# Given records:
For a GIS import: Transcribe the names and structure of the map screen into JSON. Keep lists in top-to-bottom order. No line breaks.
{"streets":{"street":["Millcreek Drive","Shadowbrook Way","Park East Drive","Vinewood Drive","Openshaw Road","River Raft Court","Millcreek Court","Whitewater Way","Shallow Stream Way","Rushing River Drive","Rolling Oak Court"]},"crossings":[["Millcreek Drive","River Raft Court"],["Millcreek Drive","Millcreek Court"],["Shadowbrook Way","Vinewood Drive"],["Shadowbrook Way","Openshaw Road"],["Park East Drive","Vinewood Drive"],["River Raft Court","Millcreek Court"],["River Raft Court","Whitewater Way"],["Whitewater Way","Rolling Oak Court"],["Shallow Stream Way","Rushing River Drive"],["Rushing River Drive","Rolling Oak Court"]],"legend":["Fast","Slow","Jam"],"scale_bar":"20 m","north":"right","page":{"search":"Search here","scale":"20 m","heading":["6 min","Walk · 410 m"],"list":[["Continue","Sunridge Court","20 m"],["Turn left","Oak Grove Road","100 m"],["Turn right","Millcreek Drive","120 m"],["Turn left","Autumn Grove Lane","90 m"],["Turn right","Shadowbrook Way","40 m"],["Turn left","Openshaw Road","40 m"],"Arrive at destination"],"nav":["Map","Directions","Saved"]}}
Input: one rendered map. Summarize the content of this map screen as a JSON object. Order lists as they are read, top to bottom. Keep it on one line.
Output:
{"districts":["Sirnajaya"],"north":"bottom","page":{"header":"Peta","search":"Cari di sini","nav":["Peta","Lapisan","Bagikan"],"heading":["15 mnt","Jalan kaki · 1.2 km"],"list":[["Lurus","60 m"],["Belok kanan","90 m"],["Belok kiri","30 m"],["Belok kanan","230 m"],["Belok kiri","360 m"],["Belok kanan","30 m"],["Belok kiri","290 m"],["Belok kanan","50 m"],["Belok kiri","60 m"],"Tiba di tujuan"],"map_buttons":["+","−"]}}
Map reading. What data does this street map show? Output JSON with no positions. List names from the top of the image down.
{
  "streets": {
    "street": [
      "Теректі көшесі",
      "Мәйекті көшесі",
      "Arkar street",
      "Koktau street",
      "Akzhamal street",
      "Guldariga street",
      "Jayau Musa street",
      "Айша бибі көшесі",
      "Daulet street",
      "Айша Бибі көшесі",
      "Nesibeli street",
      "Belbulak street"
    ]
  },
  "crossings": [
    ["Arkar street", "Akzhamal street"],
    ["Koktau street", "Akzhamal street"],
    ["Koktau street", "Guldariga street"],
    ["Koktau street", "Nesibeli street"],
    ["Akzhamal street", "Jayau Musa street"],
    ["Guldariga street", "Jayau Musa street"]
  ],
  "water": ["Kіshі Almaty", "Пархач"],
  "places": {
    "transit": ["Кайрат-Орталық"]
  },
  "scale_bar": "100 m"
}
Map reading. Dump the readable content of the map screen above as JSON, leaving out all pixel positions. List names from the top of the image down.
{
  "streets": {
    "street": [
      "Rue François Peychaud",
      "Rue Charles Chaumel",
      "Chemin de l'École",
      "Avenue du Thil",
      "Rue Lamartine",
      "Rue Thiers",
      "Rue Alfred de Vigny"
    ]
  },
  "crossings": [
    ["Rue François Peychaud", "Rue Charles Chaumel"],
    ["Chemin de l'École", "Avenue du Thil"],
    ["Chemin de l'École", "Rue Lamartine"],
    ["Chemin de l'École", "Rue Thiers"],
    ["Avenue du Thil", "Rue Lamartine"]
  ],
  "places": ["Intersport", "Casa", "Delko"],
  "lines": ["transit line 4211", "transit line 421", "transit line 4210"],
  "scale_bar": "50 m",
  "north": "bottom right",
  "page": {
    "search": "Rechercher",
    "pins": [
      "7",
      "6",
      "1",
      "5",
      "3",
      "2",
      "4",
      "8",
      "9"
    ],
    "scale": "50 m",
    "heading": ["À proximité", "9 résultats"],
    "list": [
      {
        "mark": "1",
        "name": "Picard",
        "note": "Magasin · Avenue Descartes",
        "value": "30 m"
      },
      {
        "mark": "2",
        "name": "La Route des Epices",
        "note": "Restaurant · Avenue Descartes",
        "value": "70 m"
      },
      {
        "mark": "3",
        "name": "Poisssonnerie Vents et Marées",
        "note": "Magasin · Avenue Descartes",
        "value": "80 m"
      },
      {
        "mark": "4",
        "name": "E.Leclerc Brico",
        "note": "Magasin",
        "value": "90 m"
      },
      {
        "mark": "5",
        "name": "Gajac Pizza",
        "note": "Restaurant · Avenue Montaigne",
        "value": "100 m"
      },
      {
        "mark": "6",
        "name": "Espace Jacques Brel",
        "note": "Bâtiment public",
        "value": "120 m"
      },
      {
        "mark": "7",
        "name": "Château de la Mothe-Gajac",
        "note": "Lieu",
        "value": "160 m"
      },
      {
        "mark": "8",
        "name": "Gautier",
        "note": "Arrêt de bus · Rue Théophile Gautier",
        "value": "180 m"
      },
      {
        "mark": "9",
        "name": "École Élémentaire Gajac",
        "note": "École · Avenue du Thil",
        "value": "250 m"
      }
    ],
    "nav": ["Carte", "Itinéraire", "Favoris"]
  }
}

# Exercise goal:
This exercise requires the entries above to be restated exactly.

# Your solution:
For a GIS import: Transcribe the names and structure of the map screen into JSON. Keep lists in top-to-bottom order. No line breaks.
{"streets":{"street":["Millcreek Drive","Shadowbrook Way","Park East Drive","Vinewood Drive","Openshaw Road","River Raft Court","Millcreek Court","Whitewater Way","Shallow Stream Way","Rushing River Drive","Rolling Oak Court"]},"crossings":[["Millcreek Drive","River Raft Court"],["Millcreek Drive","Millcreek Court"],["Shadowbrook Way","Vinewood Drive"],["Shadowbrook Way","Openshaw Road"],["Park East Drive","Vinewood Drive"],["River Raft Court","Millcreek Court"],["River Raft Court","Whitewater Way"],["Whitewater Way","Rolling Oak Court"],["Shallow Stream Way","Rushing River Drive"],["Rushing River Drive","Rolling Oak Court"]],"legend":["Fast","Slow","Jam"],"scale_bar":"20 m","north":"right","page":{"search":"Search here","scale":"20 m","heading":["6 min","Walk · 410 m"],"list":[["Continue","Sunridge Court","20 m"],["Turn left","Oak Grove Road","100 m"],["Turn right","Millcreek Drive","120 m"],["Turn left","Autumn Grove Lane","90 m"],["Turn right","Shadowbrook Way","40 m"],["Turn left","Openshaw Road","40 m"],"Arrive at destination"],"nav":["Map","Directions","Saved"]}}
Input: one rendered map. Summarize the content of this map screen as a JSON object. Order lists as they are read, top to bottom. Keep it on one line.
Output:
{"districts":["Sirnajaya"],"north":"bottom","page":{"header":"Peta","search":"Cari di sini","nav":["Peta","Lapisan","Bagikan"],"heading":["15 mnt","Jalan kaki · 1.2 km"],"list":[["Lurus","60 m"],["Belok kanan","90 m"],["Belok kiri","30 m"],["Belok kanan","230 m"],["Belok kiri","360 m"],["Belok kanan","30 m"],["Belok kiri","290 m"],["Belok kanan","50 m"],["Belok kiri","60 m"],"Tiba di tujuan"],"map_buttons":["+","−"]}}
Map reading. What data does this street map show? Output JSON with no positions. List names from the top of the image down.
{
  "streets": {
    "street": [
      "Теректі көшесі",
      "Мәйекті көшесі",
      "Arkar street",
      "Koktau street",
      "Akzhamal street",
      "Guldariga street",
      "Jayau Musa street",
      "Айша бибі көшесі",
      "Daulet street",
      "Айша Бибі көшесі",
      "Nesibeli street",
      "Belbulak street"
    ]
  },
  "crossings": [
    ["Arkar street", "Akzhamal street"],
    ["Koktau street", "Akzhamal street"],
    ["Koktau street", "Guldariga street"],
    ["Koktau street", "Nesibeli street"],
    ["Akzhamal street", "Jayau Musa street"],
    ["Guldariga street", "Jayau Musa street"]
  ],
  "water": ["Kіshі Almaty", "Пархач"],
  "places": {
    "transit": ["Кайрат-Орталық"]
  },
  "scale_bar": "100 m"
}
Map reading. Dump the readable content of the map screen above as JSON, leaving out all pixel positions. List names from the top of the image down.
{
  "streets": {
    "street": [
      "Rue François Peychaud",
      "Rue Charles Chaumel",
      "Chemin de l'École",
      "Avenue du Thil",
      "Rue Lamartine",
      "Rue Thiers",
      "Rue Alfred de Vigny"
    ]
  },
  "crossings": [
    ["Rue François Peychaud", "Rue Charles Chaumel"],
    ["Chemin de l'École", "Avenue du Thil"],
    ["Chemin de l'École", "Rue Lamartine"],
    ["Chemin de l'École", "Rue Thiers"],
    ["Avenue du Thil", "Rue Lamartine"]
  ],
  "places": ["Intersport", "Casa", "Delko"],
  "lines": ["transit line 4211", "transit line 421", "transit line 4210"],
  "scale_bar": "50 m",
  "north": "bottom right",
  "page": {
    "search": "Rechercher",
    "pins": [
      "7",
      "6",
      "1",
      "5",
      "3",
      "2",
      "4",
      "8",
      "9"
    ],
    "scale": "50 m",
    "heading": ["À proximité", "9 résultats"],
    "list": [
      {
        "mark": "1",
        "name": "Picard",
        "note": "Magasin · Avenue Descartes",
        "value": "30 m"
      },
      {
        "mark": "2",
        "name": "La Route des Epices",
        "note": "Restaurant · Avenue Descartes",
        "value": "70 m"
      },
      {
        "mark": "3",
        "name": "Poisssonnerie Vents et Marées",
        "note": "Magasin · Avenue Descartes",
        "value": "80 m"
      },
      {
        "mark": "4",
        "name": "E.Leclerc Brico",
        "note": "Magasin",
        "value": "90 m"
      },
      {
        "mark": "5",
        "name": "Gajac Pizza",
        "note": "Restaurant · Avenue Montaigne",
        "value": "100 m"
      },
      {
        "mark": "6",
        "name": "Espace Jacques Brel",
        "note": "Bâtiment public",
        "value": "120 m"
      },
      {
        "mark": "7",
        "name": "Château de la Mothe-Gajac",
        "note": "Lieu",
        "value": "160 m"
      },
      {
        "mark": "8",
        "name": "Gautier",
        "note": "Arrêt de bus · Rue Théophile Gautier",
        "value": "180 m"
      },
      {
        "mark": "9",
        "name": "École Élémentaire Gajac",
        "note": "École · Avenue du Thil",
        "value": "250 m"
      }
    ],
    "nav": ["Carte", "Itinéraire", "Favoris"]
  }
}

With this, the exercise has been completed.